I'm torn about how to handle this tradition. My mother says a little chaos in their lives is good and maybe she's right but I wonder if it's really worth it. As they get older, they are going to see and realize what their cousins have compared to what they don't have and that might not be a bad thing for them to see -eventually. Next year at age two and the year after at age three, I see this as a potential nightmare. And to be a bit selfish, Christmas Eve at the relatives was a high stress time for me. It's difficult for me to keep an eye on both of them and although my mom helps, she gets distracted with family.
I considered skipping the event this year but reconsidered since this is the only family the twins are exposed to. My brothers live out of state and they have never met them, my father and grandparents are gone. The good news is I have almost an entire year to figure it out.
I have never been successful at oordinating holiday visits or even specific holiday experiences has been impossible since I had my boys. Every year I lower my expectations but am still disappointed. It's all relative (no pun intended), however. I figure even a disappointing experience with them is better than a perfectly coordinated holiday without them. You will figure it out and then, everything will change again. (Just my two cents :-)
ReplyDeleteThis is where the married parents have it easier - they can get out of family traditions if they want at the holidays, claiming they have to also do stuff with the other side of the family! LOL
ReplyDeleteI can imagine how overwhelming that must have been for the boys - and with young kids, you'd think they'd at least have the festivities start earlier. Yeah, a little chaos is good for them every now and then but I'm not sure I'd want it on Christmas Eve, either. Good luck deciding what you're going to do next year!
I could be wrong, but I think probably next year the kids will still be too young to really feel any sense of jealousy over what their cousins have vs. themselves. My daughter is 2 1/4 and when she goes to her cousins' house, who have many more toys than she does, she doesn't give any indication that she understands that or cares. She plays with their toys at their house and with her toys at her house - just like daycare has many more toys than home. But when they get to be a few years older, then the jealousy could come into play.
ReplyDeleteI think more significant at this age is their being overwhelmed. I'm not so sure that it's helpful to expose a child to chaos when they are not comfortable with it. I agree that it's best to limit the amount of "overwhelming" they might have and make sure you are there to intervene and leave if/when necessary.

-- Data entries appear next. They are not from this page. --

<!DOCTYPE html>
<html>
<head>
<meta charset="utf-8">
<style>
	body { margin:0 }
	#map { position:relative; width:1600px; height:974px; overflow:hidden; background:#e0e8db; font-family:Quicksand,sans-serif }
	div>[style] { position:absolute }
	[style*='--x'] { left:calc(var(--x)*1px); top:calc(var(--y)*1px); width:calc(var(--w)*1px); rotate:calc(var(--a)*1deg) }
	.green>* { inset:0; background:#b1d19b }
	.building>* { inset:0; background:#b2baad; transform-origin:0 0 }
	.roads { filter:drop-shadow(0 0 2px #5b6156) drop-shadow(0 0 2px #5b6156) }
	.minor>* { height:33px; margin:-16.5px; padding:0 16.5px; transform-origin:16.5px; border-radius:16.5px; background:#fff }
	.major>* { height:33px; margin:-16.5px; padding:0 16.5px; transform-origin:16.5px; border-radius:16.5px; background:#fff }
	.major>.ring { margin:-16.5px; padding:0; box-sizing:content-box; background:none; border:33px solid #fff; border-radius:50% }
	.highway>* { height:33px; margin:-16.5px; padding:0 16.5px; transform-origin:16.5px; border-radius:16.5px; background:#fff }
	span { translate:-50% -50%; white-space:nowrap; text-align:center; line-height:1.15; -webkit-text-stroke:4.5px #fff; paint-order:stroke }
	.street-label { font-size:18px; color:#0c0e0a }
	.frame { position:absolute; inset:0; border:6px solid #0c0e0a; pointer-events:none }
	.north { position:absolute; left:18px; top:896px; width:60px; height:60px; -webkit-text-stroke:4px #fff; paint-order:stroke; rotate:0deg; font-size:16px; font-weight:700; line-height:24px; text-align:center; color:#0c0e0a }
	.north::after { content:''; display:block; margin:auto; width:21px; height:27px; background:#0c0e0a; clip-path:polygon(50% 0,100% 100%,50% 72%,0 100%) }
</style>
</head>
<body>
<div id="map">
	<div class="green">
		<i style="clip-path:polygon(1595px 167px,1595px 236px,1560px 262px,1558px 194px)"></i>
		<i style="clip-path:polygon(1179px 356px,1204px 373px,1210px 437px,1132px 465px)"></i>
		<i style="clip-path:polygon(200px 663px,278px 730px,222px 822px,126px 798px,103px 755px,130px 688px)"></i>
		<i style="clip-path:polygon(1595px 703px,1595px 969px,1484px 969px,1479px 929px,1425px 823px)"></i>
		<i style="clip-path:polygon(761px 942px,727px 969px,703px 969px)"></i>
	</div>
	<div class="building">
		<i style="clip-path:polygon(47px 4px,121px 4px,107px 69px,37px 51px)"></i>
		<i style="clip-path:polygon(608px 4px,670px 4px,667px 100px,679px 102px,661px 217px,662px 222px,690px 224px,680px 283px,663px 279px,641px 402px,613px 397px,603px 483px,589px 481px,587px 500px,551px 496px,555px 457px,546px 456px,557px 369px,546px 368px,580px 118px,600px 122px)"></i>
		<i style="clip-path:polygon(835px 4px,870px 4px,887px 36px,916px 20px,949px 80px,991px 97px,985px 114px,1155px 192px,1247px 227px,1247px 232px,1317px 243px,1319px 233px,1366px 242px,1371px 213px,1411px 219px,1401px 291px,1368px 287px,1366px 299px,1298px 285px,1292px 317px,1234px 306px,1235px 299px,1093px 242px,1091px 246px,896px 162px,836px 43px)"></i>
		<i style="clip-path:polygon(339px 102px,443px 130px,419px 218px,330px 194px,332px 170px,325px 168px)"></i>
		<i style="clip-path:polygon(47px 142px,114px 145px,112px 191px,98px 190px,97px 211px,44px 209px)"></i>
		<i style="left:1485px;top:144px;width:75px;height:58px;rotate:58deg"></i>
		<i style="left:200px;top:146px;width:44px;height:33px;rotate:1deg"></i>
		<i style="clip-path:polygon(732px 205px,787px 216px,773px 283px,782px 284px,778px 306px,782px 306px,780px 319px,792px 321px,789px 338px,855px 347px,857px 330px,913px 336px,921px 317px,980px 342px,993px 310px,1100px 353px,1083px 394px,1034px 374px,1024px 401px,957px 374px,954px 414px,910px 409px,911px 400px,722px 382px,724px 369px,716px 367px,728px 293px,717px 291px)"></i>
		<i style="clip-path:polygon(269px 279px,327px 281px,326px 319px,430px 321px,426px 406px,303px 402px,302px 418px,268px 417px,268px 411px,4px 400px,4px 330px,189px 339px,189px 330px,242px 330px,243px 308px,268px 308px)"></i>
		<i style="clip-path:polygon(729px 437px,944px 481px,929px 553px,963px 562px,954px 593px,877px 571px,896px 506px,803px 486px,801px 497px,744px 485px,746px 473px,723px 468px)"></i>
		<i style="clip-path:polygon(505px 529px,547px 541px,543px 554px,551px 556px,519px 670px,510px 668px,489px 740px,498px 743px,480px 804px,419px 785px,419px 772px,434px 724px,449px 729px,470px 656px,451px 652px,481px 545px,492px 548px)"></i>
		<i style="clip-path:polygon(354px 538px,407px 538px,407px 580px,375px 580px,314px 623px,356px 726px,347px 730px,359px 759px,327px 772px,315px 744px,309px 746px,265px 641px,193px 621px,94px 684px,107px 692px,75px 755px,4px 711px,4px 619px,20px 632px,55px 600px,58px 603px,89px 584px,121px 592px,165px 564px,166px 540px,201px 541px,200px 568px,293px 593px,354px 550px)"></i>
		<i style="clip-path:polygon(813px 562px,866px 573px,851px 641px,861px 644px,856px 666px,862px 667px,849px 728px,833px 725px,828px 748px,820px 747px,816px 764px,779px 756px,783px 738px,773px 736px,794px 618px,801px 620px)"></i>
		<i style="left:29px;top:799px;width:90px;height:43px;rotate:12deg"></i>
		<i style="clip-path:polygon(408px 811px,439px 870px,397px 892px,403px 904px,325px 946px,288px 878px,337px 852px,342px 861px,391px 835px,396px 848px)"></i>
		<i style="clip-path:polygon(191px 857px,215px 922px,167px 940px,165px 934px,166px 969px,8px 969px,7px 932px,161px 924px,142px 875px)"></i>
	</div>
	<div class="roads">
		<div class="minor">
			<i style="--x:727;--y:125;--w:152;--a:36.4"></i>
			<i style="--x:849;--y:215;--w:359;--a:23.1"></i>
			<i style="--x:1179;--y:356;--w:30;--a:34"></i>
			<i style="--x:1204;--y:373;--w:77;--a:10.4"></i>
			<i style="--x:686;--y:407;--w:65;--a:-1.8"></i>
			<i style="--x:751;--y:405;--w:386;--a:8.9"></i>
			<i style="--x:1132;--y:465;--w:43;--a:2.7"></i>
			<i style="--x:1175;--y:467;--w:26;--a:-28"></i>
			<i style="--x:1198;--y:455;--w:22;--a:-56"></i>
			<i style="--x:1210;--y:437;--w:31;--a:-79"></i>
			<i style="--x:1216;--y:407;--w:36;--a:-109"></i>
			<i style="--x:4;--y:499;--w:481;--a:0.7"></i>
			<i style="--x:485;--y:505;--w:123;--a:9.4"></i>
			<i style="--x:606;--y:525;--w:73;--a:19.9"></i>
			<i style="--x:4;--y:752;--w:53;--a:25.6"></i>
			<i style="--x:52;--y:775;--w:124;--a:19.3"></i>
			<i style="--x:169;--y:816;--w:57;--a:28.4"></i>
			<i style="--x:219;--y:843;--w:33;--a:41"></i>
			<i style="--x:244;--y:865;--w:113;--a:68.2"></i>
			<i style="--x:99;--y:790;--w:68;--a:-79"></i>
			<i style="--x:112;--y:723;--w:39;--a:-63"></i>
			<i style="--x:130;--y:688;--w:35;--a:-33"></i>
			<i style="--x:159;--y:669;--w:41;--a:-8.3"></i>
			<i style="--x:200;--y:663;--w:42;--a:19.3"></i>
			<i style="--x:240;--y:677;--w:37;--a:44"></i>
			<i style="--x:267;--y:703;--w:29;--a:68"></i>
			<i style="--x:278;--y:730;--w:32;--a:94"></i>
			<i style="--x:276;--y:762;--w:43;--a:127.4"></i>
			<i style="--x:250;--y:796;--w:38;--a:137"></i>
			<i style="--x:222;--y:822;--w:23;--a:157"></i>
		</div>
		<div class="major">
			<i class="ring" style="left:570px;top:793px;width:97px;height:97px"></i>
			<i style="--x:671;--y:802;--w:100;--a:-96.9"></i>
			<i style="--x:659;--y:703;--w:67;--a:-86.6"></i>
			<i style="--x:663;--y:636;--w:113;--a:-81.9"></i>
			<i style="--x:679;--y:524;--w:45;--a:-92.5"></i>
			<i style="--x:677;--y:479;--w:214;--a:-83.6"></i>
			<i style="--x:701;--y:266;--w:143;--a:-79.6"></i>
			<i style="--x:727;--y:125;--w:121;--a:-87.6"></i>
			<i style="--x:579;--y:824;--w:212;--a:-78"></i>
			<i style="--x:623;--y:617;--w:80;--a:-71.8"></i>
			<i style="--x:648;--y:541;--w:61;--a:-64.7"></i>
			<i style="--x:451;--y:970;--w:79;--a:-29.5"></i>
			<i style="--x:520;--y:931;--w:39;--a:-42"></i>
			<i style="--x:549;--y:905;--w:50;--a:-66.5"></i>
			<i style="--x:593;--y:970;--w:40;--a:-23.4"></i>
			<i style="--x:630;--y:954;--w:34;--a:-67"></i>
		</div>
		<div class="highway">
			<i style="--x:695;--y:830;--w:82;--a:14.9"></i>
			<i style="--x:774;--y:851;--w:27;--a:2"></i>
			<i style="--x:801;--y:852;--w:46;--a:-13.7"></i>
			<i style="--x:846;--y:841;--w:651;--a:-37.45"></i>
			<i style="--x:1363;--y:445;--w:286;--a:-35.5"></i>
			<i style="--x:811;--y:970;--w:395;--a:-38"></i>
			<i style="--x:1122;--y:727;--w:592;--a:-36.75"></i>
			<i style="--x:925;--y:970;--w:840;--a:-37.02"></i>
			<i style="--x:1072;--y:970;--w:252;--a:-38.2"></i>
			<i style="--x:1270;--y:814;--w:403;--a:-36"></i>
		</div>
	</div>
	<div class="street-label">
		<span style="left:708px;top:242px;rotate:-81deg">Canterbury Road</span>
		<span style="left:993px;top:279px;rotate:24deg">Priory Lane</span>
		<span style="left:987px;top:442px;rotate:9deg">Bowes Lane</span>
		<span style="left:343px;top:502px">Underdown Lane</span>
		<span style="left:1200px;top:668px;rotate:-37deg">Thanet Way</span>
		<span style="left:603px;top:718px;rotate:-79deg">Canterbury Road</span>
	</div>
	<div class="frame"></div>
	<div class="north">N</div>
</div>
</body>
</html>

Also as they get older the tendency to be overwhelmed/overstimulated will likely improve, unless it's just part of their personality. I remember my daughter fussing/crying at her 1st birthday because of all the commotion (which really wasn't all that much - just a lot more people in the room and more attention than she was used to!), but by her 2nd birthday she was fine. She is still a little hesitant/clingy at the beginning of a major gathering (like she was on Xmas Eve, when we opened presents with my family), but within 15 or 20 minutes she is fine.